Cameron, Bruce W.
Updated: December 21, 2011 8:15AM
I’ve tried several diets over the past couple of years, not because I need to lose weight but because my pants are trying to cut me in two. I showed these defective pants to my wife, who suggested that perhaps it was an indication that I should drop a few pounds.
“No, it isn’t,” I explained.
OK, she said. If tight pants aren’t convincing enough, what about the fact that when I step on the scales they make a sound like a falling elevator?
“No,” I say.
And what do the scales indicate is my actual weight, compared to the way it was, say, five years ago?
“All the diet books say you shouldn’t check your weight all the time, that you should go by how you feel. And I feel great, I like walking around in my underpants. Plus look what happened to the housing market over the last five years — it went way up and then dropped. So I’m not gaining weight, I’m just having what they call a bubble,” I say reasonably.
What’s frustrating about this topic is not how wrong my wife is, but that I actually have been trying several sure-fire, guaranteed-to-work diets, some of which come from very reliable Internet ads.
In fact, to ensure success, I’ve even modified the diets somewhat, customizing them to my specific needs.
The Reduced-Calorie Diet: In my opinion, it has never been proven that food even has calories. When I bite into a hamburger, I see pickle and ketchup and bun and meat, but if there’s a calorie in there it must be hidden. Hidden calories (meaning calories the body can’t see) cannot possibly cause you to gain weight. That’s my science-based analysis. But just to humor certain people to whom I am married, I calculated my caloric needs thusly: 1) I am a man who is over the age of 30. 2) I am very athletic (I watch both college and pro football). 3) I “eat emotionally,” which I promise you I read about somewhere. This means I need around 3,200 calories to maintain my ideal weight, so eating less will cause me to lose, like, 10 pounds a day.
Here are the results: Day 1: I calculate I ate 2,400 calories. Day 2: 2,600 calories, plus a doughnut that was “off budget.” Day 3: 4,500 calories. In other words, over a 3-day period I ate 100 calories less than I’m supposed to, but did I lose any weight? No. The Reduced-Calorie Diet is a complete sham.
The Glutton Diet: This is actually one I developed in my own laboratory, though it is simple enough for you to try at home and then just send me your fee. Basically, the theory is this: Your stomach is like an airplane, and the foods you eat are the passengers. As is true with most airlines, there is a tendency to overbook, particularly around the holidays. And what happens when they overbook? That’s right, you’re not getting on the airplane. Once you’ve surpassed your body’s capacity to absorb food, your body just issues credit vouchers, and the calories (yes, those again) are sent away.
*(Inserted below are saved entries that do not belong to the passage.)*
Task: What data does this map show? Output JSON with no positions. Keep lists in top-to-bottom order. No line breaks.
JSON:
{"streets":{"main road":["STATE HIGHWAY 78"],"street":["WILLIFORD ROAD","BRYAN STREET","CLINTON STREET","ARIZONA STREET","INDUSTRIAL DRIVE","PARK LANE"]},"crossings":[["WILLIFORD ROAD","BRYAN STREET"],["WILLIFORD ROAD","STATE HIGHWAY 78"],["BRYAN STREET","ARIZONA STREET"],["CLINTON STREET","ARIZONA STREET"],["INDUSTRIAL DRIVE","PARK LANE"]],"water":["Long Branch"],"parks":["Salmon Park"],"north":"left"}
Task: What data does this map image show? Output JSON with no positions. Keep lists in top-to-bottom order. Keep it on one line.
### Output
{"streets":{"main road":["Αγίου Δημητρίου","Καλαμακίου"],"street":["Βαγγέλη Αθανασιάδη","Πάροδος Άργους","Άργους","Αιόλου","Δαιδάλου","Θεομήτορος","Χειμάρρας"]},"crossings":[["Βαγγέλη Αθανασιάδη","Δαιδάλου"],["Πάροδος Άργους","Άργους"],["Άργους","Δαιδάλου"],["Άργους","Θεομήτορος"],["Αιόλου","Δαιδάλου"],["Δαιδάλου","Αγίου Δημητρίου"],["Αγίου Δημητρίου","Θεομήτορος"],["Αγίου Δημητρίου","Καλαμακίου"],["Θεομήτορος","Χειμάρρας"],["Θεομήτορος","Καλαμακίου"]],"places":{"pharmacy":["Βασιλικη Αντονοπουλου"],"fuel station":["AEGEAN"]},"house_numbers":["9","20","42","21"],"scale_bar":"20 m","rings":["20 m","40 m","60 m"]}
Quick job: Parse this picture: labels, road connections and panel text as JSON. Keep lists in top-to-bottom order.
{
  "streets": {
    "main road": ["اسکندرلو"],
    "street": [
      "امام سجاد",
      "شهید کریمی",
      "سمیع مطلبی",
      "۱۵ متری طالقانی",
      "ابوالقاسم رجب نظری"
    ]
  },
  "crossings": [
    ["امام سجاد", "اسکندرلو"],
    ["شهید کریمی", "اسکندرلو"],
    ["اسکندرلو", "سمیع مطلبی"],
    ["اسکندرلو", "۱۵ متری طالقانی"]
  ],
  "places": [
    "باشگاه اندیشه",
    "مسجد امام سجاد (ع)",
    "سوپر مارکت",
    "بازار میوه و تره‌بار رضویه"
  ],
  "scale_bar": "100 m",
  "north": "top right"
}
But what about standby, you ask? Simple — just keep filling up the plane, and eventually the calories will get frustrated and leave the airport. Let ’em take the bus.
Results: Nutritionists will tell you that one of the biggest challenges in weight loss is to make sure people stick to their diets, so in that regard this is a very effective program. I’m thinking maybe a $100 signup fee, then $10 a month maintenance.
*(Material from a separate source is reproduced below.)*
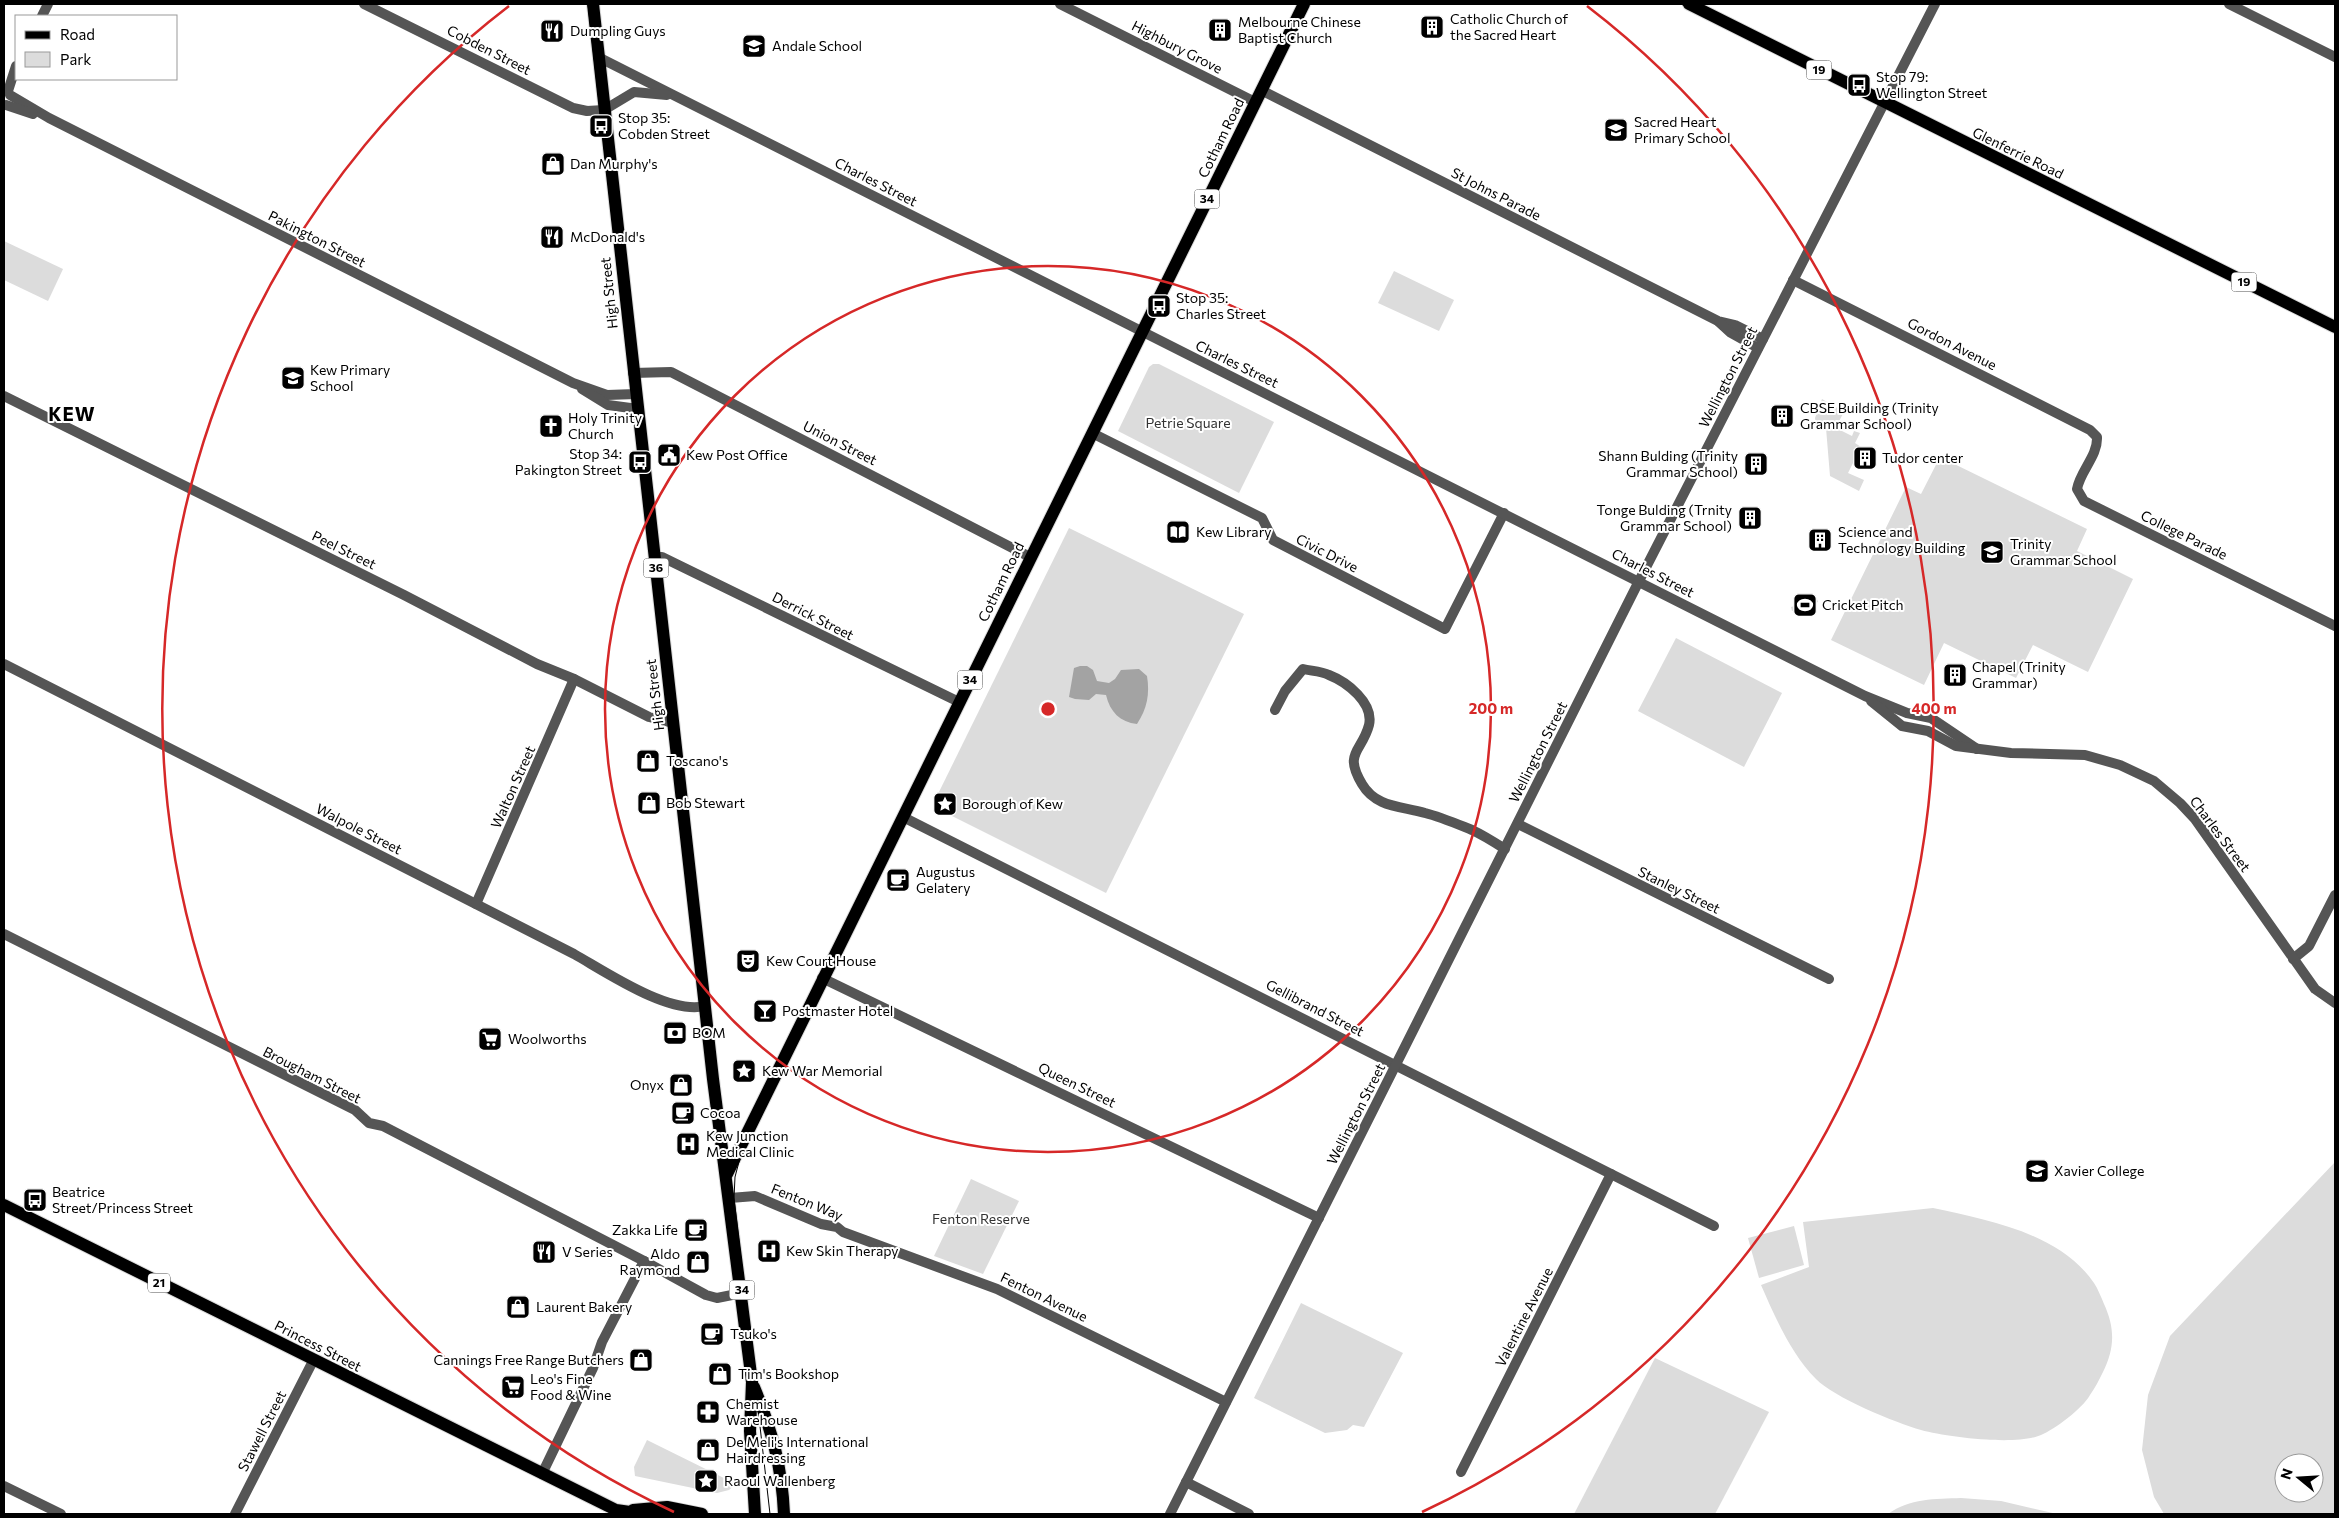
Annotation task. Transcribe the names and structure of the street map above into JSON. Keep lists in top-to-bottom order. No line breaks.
{"streets":{"main road":["19","Cotham Road","Glenferrie Road","34","High Street","36","21","Princess Street"],"street":["Highbury Grove","Cobden Street","Charles Street","St Johns Parade","Pakington Street","Gordon Avenue","Wellington Street","Union Street","College Parade","Peel Street","Civic Drive","Derrick Street","Walton Street","Walpole Street","Stanley Street","Gellibrand Street","Brougham Street","Queen Street","Fenton Way","Fenton Avenue","Valentine Avenue","Stawell Street"]},"crossings":[["Highbury Grove","Cotham Road"],["Cobden Street","High Street"],["Cotham Road","Charles Street"],["Cotham Road","St Johns Parade"],["Cotham Road","High Street"],["Cotham Road","Union Street"],["Cotham Road","Civic Drive"],["Cotham Road","Derrick Street"],["Cotham Road","Gellibrand Street"],["Cotham Road","Queen Street"],["Glenferrie Road","Wellington Street"],["Charles Street","High Street"],["Charles Street","Wellington Street"],["Charles Street","Civic Drive"],["St Johns Parade","Wellington Street"],["Pakington Street","High Street"],["High Street","Union Street"],["High Street","Peel Street"],["High Street","Derrick Street"],["High Street","Walpole Street"],["High Street","Brougham Street"],["High Street","Fenton Way"],["Gordon Avenue","Wellington Street"],["Gordon Avenue","College Parade"],["Wellington Street","Stanley Street"],["Wellington Street","Gellibrand Street"],["Wellington Street","Queen Street"],["Wellington Street","Fenton Avenue"],["Peel Street","Walton Street"],["Walton Street","Walpole Street"],["Gellibrand Street","Valentine Avenue"],["Fenton Way","Fenton Avenue"],["Princess Street","Stawell Street"]],"districts":["KEW"],"parks":["Petrie Square","Fenton Reserve"],"places":{"building":["Catholic Church of the Sacred Heart","Melbourne Chinese Baptist Church","CBSE Building (Trinity Grammar School)","Tudor center","Shann Bulding (Trinity Grammar School)","Tonge Bulding (Trnity Grammar School)","Science and Technology Building","Chapel (Trinity Grammar)"],"restaurant":["Dumpling Guys","McDonald's","V Series"],"school or university":["Andale School","Sacred Heart Primary School","Kew Primary School","Trinity Grammar School","Xavier College"],"bus stop":["Stop 79: Wellington Street","Stop 35: Cobden Street","Stop 35: Charles Street","Stop 34: Pakington Street","Beatrice Street/Princess Street"],"shop":["Dan Murphy's","Toscano's","Bob Stewart","Onyx","Aldo Raymond","Laurent Bakery","Cannings Free Range Butchers","Tim's Bookshop","De Meli's International Hairdressing"],"church":["Holy Trinity Church"],"public building":["Kew Post Office"],"library":["Kew Library"],"sports":["Cricket Pitch"],"place":["Borough of Kew","Kew War Memorial","Raoul Wallenberg"],"cafe":["Augustus Gelatery","Cocoa","Zakka Life","Tsuko's"],"theatre":["Kew Court House"],"bar":["Postmaster Hotel"],"bank":["BOM"],"supermarket":["Woolworths","Leo's Fine Food & Wine"],"hospital":["Kew Junction Medical Clinic","Kew Skin Therapy"],"pharmacy":["Chemist Warehouse"]},"legend":["Road","Park"],"north":"left","rings":["200 m","400 m"]}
The Vegetarian Diet: My sister does this one, and she’s a very crabby person. Enough said.
Neutrino Diet: This is the one I’m currently trying. It turns out that billions of neutrinos bombard our bodies every day. They’re like little solar bullets. With all that lead pouring into us, what’s the point of even trying to lose weight? (Right, you can’t see them or feel them. See above about calories, wise guy.) What you should do instead is grab a doughnut and invest in a pair of pants with an elastic waist.
It’s guaranteed to work!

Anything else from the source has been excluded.